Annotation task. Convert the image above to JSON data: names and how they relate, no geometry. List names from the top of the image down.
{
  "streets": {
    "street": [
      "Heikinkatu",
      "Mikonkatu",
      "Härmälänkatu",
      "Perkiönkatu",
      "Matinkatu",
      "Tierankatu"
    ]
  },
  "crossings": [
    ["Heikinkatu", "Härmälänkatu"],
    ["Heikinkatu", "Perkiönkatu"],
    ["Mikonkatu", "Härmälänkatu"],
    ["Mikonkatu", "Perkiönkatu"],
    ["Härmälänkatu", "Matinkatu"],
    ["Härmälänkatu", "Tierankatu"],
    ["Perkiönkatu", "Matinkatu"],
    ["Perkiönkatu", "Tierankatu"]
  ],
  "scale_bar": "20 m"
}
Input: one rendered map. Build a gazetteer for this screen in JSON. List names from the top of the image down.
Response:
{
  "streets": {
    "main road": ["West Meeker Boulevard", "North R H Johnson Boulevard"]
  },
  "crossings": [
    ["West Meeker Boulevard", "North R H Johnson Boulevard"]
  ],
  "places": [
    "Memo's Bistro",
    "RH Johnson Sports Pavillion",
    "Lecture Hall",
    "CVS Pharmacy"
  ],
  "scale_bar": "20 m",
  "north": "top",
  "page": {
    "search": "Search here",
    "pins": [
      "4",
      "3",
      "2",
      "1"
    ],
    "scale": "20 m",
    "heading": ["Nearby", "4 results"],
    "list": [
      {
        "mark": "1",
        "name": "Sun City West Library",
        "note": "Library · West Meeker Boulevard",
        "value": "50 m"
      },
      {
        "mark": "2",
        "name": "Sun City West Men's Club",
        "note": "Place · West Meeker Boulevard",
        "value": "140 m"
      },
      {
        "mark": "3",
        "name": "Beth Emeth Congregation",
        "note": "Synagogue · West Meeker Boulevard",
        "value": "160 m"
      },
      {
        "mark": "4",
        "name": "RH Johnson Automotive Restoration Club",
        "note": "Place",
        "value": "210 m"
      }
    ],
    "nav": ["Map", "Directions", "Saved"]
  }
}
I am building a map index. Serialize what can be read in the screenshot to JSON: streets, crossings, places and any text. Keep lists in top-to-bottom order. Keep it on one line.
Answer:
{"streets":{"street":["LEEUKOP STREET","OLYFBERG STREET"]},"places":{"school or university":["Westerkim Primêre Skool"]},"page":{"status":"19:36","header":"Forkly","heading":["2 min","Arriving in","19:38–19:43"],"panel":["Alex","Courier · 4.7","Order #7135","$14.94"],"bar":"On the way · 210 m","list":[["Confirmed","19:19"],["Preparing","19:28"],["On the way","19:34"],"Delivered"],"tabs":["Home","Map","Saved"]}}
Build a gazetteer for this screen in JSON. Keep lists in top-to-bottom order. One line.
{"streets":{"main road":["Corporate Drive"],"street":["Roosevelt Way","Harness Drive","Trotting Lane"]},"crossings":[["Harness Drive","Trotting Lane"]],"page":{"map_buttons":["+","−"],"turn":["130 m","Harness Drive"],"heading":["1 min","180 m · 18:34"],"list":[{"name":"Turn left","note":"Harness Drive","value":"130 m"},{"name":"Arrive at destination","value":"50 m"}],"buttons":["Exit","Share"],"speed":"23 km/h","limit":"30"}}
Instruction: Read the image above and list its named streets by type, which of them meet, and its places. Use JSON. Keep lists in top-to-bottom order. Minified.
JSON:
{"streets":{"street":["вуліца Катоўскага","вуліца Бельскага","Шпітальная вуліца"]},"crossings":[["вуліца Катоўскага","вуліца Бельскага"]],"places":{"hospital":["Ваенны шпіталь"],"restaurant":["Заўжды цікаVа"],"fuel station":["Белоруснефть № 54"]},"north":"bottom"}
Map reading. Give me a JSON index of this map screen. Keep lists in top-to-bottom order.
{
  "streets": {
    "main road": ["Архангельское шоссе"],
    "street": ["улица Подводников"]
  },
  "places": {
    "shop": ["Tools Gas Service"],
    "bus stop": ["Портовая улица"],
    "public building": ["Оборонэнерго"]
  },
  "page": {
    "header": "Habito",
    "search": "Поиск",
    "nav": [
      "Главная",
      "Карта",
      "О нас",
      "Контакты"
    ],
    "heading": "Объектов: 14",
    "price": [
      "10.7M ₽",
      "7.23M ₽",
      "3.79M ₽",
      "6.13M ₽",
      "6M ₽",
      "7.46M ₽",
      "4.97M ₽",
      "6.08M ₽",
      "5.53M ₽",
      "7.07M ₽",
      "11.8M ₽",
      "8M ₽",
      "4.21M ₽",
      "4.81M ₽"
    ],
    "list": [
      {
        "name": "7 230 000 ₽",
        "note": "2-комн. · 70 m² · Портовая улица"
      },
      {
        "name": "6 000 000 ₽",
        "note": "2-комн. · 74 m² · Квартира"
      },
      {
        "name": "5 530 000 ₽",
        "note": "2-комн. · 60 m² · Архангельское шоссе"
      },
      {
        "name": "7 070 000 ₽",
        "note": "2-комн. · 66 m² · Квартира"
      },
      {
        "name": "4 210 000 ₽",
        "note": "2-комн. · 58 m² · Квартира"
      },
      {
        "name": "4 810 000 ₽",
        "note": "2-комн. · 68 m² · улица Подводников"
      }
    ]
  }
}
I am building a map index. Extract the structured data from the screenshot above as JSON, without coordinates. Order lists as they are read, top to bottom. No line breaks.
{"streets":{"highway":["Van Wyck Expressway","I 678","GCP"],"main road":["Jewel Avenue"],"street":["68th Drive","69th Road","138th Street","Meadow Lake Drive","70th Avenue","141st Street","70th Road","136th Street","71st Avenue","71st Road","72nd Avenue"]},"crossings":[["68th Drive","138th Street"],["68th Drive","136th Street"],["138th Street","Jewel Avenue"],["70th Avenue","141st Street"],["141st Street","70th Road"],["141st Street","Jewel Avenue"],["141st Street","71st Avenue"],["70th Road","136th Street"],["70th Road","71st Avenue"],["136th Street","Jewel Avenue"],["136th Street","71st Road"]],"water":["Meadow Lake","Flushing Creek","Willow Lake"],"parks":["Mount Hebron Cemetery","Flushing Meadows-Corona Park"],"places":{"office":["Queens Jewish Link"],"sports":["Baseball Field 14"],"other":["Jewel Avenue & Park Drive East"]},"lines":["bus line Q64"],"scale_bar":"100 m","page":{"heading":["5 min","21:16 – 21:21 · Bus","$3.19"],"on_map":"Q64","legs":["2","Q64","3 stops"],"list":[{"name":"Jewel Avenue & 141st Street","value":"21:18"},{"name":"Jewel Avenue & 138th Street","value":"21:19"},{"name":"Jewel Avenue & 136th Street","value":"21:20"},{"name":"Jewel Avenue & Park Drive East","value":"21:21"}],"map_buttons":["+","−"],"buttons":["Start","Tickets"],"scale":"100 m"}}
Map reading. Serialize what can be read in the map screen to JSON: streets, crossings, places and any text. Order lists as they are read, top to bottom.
○ ○ ○ ○ ○ ○ ○
> **About this exercise**: Go through the entries and copy each line holding the string "text".

> **Reply**:
I am building a map index. Serialize what can be read in the screenshot to JSON: streets, crossings, places and any text. Keep lists in top-to-bottom order. Keep it on one line.
Map reading. Serialize what can be read in the map screen to JSON: streets, crossings, places and any text. Order lists as they are read, top to bottom.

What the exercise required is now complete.